— Problem requirements —
Every line from the one with "M0,227l10,9 4,10 4,2h12l12,-5h4l3,1" to the one with "M197,755l2,-147", including those two, is to be copied exactly; all other lines of the entries below are left out.

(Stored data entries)
--------------------------------------------------

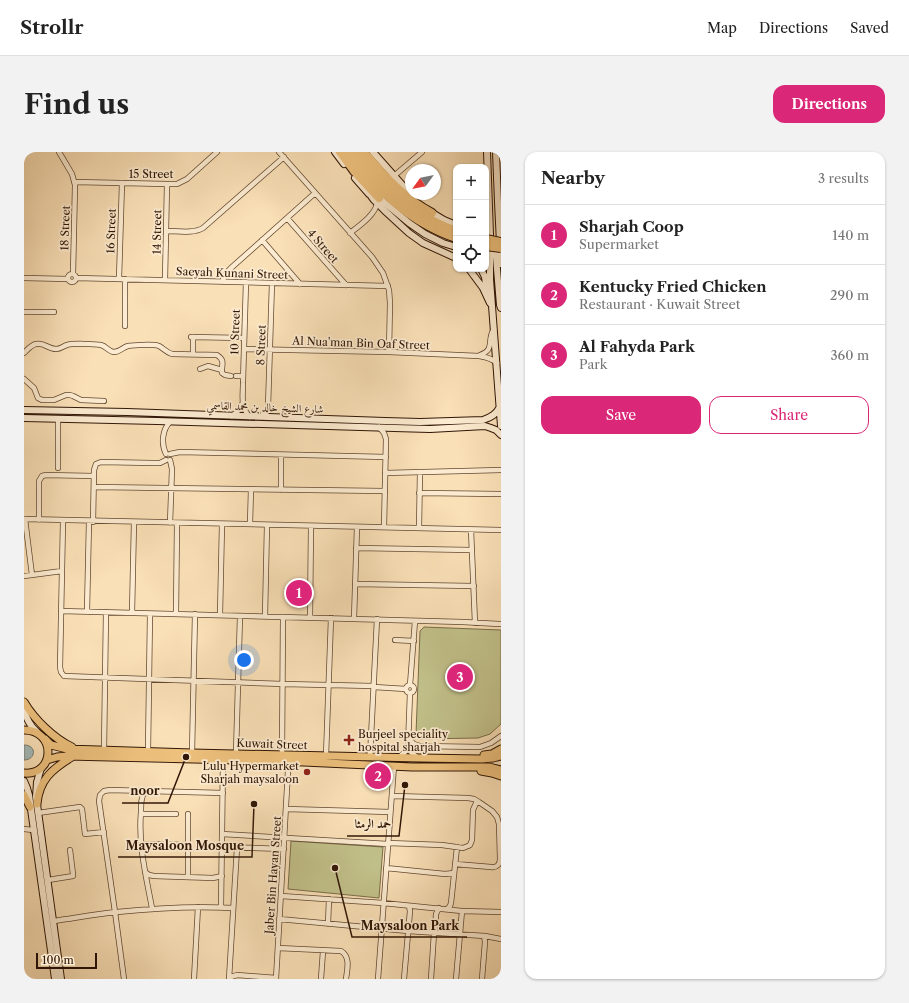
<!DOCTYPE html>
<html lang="en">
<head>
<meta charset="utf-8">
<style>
	:root { --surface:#fff; --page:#f2f2f2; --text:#222; --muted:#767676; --line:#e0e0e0; --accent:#db2777 }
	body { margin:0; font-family:"Libre Caslon Text",Amiri,serif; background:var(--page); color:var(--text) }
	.controls { position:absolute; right:12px; top:12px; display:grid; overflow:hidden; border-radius:8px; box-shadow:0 1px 3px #0004 }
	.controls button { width:36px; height:36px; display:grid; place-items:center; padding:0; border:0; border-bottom:1px solid var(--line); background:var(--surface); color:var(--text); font:20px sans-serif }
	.compass { position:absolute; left:381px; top:12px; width:36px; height:36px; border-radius:50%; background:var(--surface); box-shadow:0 1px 3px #0004; rotate:237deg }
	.scale { position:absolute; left:12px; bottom:10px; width:61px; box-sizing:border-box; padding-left:4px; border:2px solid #301606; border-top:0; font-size:11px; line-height:14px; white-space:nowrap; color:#301606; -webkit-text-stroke:3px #fcebd0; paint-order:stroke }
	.you { position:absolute; left:220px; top:508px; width:14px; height:14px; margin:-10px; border:3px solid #fff; border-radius:50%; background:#1a73e8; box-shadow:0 0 0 6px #1a73e833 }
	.badge { display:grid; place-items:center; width:26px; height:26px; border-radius:50%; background:var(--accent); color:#fff; font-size:13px; font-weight:700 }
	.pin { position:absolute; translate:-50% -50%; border:2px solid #fff; box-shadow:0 1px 4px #0006 }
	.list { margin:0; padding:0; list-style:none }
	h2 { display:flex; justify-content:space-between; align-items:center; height:52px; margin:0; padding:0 16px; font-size:17px }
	h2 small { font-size:13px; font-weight:400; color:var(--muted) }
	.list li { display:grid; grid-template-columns:26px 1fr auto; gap:12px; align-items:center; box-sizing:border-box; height:60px; padding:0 16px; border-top:1px solid var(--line) }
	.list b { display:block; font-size:15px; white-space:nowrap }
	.list p { margin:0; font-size:13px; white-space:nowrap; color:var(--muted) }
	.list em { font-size:13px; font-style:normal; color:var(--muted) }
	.actions { display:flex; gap:8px; padding:12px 16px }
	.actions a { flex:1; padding:9px 0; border:1px solid var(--accent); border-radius:12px; text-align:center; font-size:14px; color:var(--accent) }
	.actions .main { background:var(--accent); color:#fff }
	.icon { flex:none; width:22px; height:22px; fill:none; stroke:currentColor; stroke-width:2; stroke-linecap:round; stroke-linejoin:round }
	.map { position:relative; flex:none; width:477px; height:827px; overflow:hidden; border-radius:12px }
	header { display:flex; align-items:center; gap:24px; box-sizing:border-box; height:56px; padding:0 20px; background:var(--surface); border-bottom:1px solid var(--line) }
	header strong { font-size:19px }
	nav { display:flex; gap:22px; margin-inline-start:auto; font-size:14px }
	.intro { display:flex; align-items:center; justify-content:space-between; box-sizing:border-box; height:96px; padding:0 24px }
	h1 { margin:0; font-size:28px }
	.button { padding:10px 18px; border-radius:12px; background:var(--accent); color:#fff; font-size:14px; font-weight:700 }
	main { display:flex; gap:24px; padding:0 24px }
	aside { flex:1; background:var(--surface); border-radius:12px; box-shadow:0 1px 3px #0004 }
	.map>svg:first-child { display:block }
</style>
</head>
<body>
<header>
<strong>Strollr</strong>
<nav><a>Map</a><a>Directions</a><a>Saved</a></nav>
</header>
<div class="intro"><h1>Find us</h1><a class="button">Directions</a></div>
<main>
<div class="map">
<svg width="477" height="827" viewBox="0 0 477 827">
	<rect width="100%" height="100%" fill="#fae0b7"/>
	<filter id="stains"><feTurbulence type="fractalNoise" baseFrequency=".005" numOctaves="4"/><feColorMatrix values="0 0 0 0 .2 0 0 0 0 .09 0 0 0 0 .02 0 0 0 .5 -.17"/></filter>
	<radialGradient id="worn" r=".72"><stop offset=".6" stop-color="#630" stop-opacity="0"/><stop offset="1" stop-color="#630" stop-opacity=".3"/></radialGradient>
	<path fill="#c2c18b" stroke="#796c48" d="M400,475l77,3v94l-11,10 -12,4 -58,1 -4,-5 4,-103z
		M267,689l92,6 -4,51 -91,-9z"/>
	<path fill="#a2bab9" stroke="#747871" d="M0,593c13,0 12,15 0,15z"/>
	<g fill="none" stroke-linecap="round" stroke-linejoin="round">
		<defs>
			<path id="street" d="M35,0l13,22 3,11 -2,89
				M255,0l93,105 11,16 6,17 1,13 -1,49
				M370,24l28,-24
				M51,30l92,2h10l10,-5 30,-27
				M263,66l59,67
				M142,79c12,0 27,3 37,-3l81,-71
				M326,81c9,-7 26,-19 27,-30
				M238,88l38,44
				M44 126a4 4 0 1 1 8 0a4 4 0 1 1-8 0Z
				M0,126l44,1
				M52,126l312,8
				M95,127l3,-96
				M101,127v47
				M141,128l2,-96
				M198,130l4,-9 5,-5 84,-75
				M0,160h30
				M167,185l53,1
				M220,197l145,3 90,4c7,1 12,2 18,7
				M0,201c4,-4 7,-8 12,-9 8,-2 12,5 20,5 5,0 7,-3 11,-4 5,-2 29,-1 34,0 5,1 8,7 13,7 6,0 9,-5 14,-6 5,-1 26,-2 31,0 4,2 7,6 13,8l45,1c9,6 4,10 5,18l3,2 6,1
				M169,202v-17
				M456,203c16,-6 6,-14 14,-26
				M176,217l8,-3 14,4
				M212,224h7
				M0,227l10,9 4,10 4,2h12l12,-5h4l3,1 8,4 23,1
				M219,229l3,-99
				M219,232c0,12 -3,23 7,33
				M208,264l6,-5 4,-7
				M236,265l5,-5 3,-5 4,-124
				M355,275l5,6 2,6 -2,88
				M142,302c-5,-10 -4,-24 4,-32
				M146,302l10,-2 206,5
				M257,303v35
				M146,308l2,9 -2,54
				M34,316v-49
				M361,321l116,-3
				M70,335l291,4
				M395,341l82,1
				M0,367l477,11
				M1,367l7,56
				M15,368v-39l3,-5 4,-1 48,1
				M39,369l-3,146 1,5 3,4 219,8 91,2
				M69,370l1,-52 2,-6 5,-2 52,1h7l6,-3
				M226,372l1,-35
				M395,376l1,-56
				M447,378l4,93
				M332,396l116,2
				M0,424l38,-5
				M331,432l119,2
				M37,459l402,11 36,2h2
				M63,459l2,-90
				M108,461l2,-91
				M152,462l1,-91
				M196,463l2,-91
				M241,464l2,-91
				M286,466l1,-92
				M330,467l3,-92
				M371,488l19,1
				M386,533l5,-64
				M382 537a4 4 0 1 1 8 0a4 4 0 1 1-8 0Z
				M350,535l32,2
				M384,586l6,6 6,2 60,1 11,-4 10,-7
				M384,594l3,6 7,6
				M80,598l2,-138
				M124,599l2,-137
				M168,601l3,-139
				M212,601l4,-137
				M258,603l1,-138
				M302,604l5,-138
				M346,605l7,-138
				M375,605l6,-5 3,-6 2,-53
				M121,639c-4,6 -4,13 -4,21 -3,32 5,64 11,96
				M368,644l76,2 6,1 5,3 13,9 5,6 2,7 1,35c0,5 -3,9 -9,8l-36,-3
				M262,657l104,3
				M14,661l42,-6 2,2 3,25 19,-2
				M117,662h35
				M0,677l9,1
				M198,682l166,10
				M364,691l54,2 21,3 5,-2 2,-1 2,-5 1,-30 4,-9
				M117,692l47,1
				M198,695l62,2
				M362,716l59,6 9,-1
				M121,720l4,3 5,1 59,2 9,-2
				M164,725v-63
				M24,728l25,-4v-2l-3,-24
				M257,744l102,7 79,8 39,1
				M197,755l2,-147
				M423,757l3,-3 1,-3 6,-56
				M255,767l129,12 77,5 16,3
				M29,769c22,-3 43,-7 64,-9 39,-4 77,-6 116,-4
				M304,772l1,-25
				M411,781l1,-19 3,-6
				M254,796l63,3c10,6 6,19 5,28
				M100,827l-9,-67 -16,-111 1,-6 4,-4 6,-1 113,3
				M170,827l4,-72
				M205,827l8,-131
				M205,827l2,-2 6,-2 39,3
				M252,827l12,-208 -2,-6 -4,-4
				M297,827l2,-28
				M354,827l16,-213
				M380,827l6,-68 -1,-5
				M407,827l3,-46
				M432,827l6,-68
				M458,827l3,-37 -1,-6"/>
			<path id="secondary" d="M311,0l9,12
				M349,0l40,45
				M463,0l3,82v45l11,147
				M472,0l2,50 3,62
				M331,26l14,16 10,4 30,25 16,11 18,9 13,4
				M347,44l3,4 10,10 25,23 14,10 33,15
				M405,59l15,9 12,5
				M471,93l5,60 1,3
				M445,117l14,19 7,15
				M457,117l4,8 2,15
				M0,258l103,2 258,9 35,1 63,-2c9,-3 13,-6 17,-13
				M0,266l133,3 237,7 36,1 55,-3 6,2 5,2 5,5
				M0,557c2,9 6,17 13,23
				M17,616l-4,14 -1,15 25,182
				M0,629l3,7 2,7 26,184"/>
			<path id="primary" d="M0,550c10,17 30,37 48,45
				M0,578c33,0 31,46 0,43
				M21,587l6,6 16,4 125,4 228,5 62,1 11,-1 8,-2
				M460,603l8,-1 9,-5
				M23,608l10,-3 10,-1 215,5 130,6h77l12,3
				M457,619l11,2 9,3
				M0,643l6,12
				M13,652c2,-24 15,-35 35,-47"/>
			<path id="highway" d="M316,0l14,19 25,27
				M324,0c12,14 24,29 37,42 20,19 45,35 71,44
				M332,0c10,12 20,24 30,35 20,20 44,34 70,44
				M340,0c21,24 39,46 68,61"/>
		</defs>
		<use href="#street" stroke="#624832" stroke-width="6"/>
		<use href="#secondary" stroke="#301606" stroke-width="8"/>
		<use href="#primary" stroke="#301606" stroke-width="9"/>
		<use href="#highway" stroke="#301606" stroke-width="10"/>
		<use href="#street" stroke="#fcebd0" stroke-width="4.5"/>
		<use href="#secondary" stroke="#fcebd0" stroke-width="6"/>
		<use href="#primary" stroke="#edc07c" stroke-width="7"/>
		<use href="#highway" stroke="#edc07c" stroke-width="8"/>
		<defs>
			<path id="highway-bridge" d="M462,87l15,3
				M462,94l15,2"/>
		</defs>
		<use href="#highway-bridge" stroke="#301606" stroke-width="10" stroke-linecap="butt"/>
		<use href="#highway-bridge" stroke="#edc07c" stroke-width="8"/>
	</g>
	<g fill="#8f2418" stroke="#fcebd0" stroke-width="1.5">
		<path d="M323 582h4v4h4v4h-4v4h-4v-4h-4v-4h4z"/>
		<circle cx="283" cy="620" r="4"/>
	</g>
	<g text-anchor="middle" stroke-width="3.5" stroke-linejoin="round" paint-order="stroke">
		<g font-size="11" fill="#301606" stroke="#fcebd0">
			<text x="127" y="26">15 Street</text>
			<text transform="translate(41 76) rotate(-88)" y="4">18 Street</text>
			<text transform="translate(87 79) rotate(-88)" y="4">16 Street</text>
			<text transform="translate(133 80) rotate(-89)" y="4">14 Street</text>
			<text transform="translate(299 94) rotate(49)" y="4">4 Street</text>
			<text transform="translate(208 121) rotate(2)" y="4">Saeyah Kunani Street</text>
			<text transform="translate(211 180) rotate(-88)" y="4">10 Street</text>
			<text transform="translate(337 191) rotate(2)" y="4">Al Nua'man Bin Oaf Street</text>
			<text transform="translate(237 193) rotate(-88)" y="4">8 Street</text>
			<text transform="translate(241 255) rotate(2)" y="4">شارع الشيخ خالد بن محمد القاسمي</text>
			<text transform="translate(248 592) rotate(2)" y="4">Kuwait Street</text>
			<text transform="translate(249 723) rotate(-86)" y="4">Jaber Bin Hayan Street</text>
		</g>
		<g font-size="11" fill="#301606" stroke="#fcebd0" text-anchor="start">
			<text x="334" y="586">Burjeel speciality<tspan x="334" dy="13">hospital sharjah</tspan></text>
			<text x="275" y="618" text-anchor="end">Lulu Hypermarket<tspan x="275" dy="13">Sharjah maysaloon</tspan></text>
		</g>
	</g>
	<path fill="none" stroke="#301606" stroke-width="1.5" d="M162 605L144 651H98M381 633L375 684H323M230 652L228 705H94M311 716L328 785H443"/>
	<g fill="#301606" stroke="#fcebd0" stroke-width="1.5">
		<circle cx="162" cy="605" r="4"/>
		<circle cx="381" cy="633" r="4"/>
		<circle cx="230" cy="652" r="4"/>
		<circle cx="311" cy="716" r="4"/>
	</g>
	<g font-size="12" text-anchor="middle" font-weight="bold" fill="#301606" stroke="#fcebd0" stroke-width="3.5" stroke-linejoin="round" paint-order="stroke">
		<text x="121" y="643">noor</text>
		<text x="349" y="676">حمد الرمثا</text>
		<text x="161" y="698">Maysaloon Mosque</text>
		<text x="386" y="778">Maysaloon Park</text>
	</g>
	<rect width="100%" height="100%" filter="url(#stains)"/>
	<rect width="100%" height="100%" fill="url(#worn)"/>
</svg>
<div class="controls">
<button>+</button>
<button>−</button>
<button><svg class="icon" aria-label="locate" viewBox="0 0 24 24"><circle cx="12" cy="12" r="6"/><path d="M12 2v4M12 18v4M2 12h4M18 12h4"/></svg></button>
</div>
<svg class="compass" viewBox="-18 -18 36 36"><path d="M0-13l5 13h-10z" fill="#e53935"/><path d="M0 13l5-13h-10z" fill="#767676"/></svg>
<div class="scale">100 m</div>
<div class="you"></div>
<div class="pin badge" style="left:275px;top:441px">1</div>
<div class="pin badge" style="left:354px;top:624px">2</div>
<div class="pin badge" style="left:436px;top:525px">3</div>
</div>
<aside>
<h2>Nearby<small>3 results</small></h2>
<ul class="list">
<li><span class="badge">1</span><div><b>Sharjah Coop</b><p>Supermarket</p></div><em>140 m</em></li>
<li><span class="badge">2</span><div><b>Kentucky Fried Chicken</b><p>Restaurant · Kuwait Street</p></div><em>290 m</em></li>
<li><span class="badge">3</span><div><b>Al Fahyda Park</b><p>Park</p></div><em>360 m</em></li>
</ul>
<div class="actions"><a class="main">Save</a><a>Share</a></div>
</aside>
</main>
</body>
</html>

--------------------------------------------------

— Solution for this problem —
				M0,227l10,9 4,10 4,2h12l12,-5h4l3,1 8,4 23,1
				M219,229l3,-99
				M219,232c0,12 -3,23 7,33
				M208,264l6,-5 4,-7
				M236,265l5,-5 3,-5 4,-124
				M355,275l5,6 2,6 -2,88
				M142,302c-5,-10 -4,-24 4,-32
				M146,302l10,-2 206,5
				M257,303v35
				M146,308l2,9 -2,54
				M34,316v-49
				M361,321l116,-3
				M70,335l291,4
				M395,341l82,1
				M0,367l477,11
				M1,367l7,56
				M15,368v-39l3,-5 4,-1 48,1
				M39,369l-3,146 1,5 3,4 219,8 91,2
				M69,370l1,-52 2,-6 5,-2 52,1h7l6,-3
				M226,372l1,-35
				M395,376l1,-56
				M447,378l4,93
				M332,396l116,2
				M0,424l38,-5
				M331,432l119,2
				M37,459l402,11 36,2h2
				M63,459l2,-90
				M108,461l2,-91
				M152,462l1,-91
				M196,463l2,-91
				M241,464l2,-91
				M286,466l1,-92
				M330,467l3,-92
				M371,488l19,1
				M386,533l5,-64
				M382 537a4 4 0 1 1 8 0a4 4 0 1 1-8 0Z
				M350,535l32,2
				M384,586l6,6 6,2 60,1 11,-4 10,-7
				M384,594l3,6 7,6
				M80,598l2,-138
				M124,599l2,-137
				M168,601l3,-139
				M212,601l4,-137
				M258,603l1,-138
				M302,604l5,-138
				M346,605l7,-138
				M375,605l6,-5 3,-6 2,-53
				M121,639c-4,6 -4,13 -4,21 -3,32 5,64 11,96
				M368,644l76,2 6,1 5,3 13,9 5,6 2,7 1,35c0,5 -3,9 -9,8l-36,-3
				M262,657l104,3
				M14,661l42,-6 2,2 3,25 19,-2
				M117,662h35
				M0,677l9,1
				M198,682l166,10
				M364,691l54,2 21,3 5,-2 2,-1 2,-5 1,-30 4,-9
				M117,692l47,1
				M198,695l62,2
				M362,716l59,6 9,-1
				M121,720l4,3 5,1 59,2 9,-2
				M164,725v-63
				M24,728l25,-4v-2l-3,-24
				M257,744l102,7 79,8 39,1
				M197,755l2,-147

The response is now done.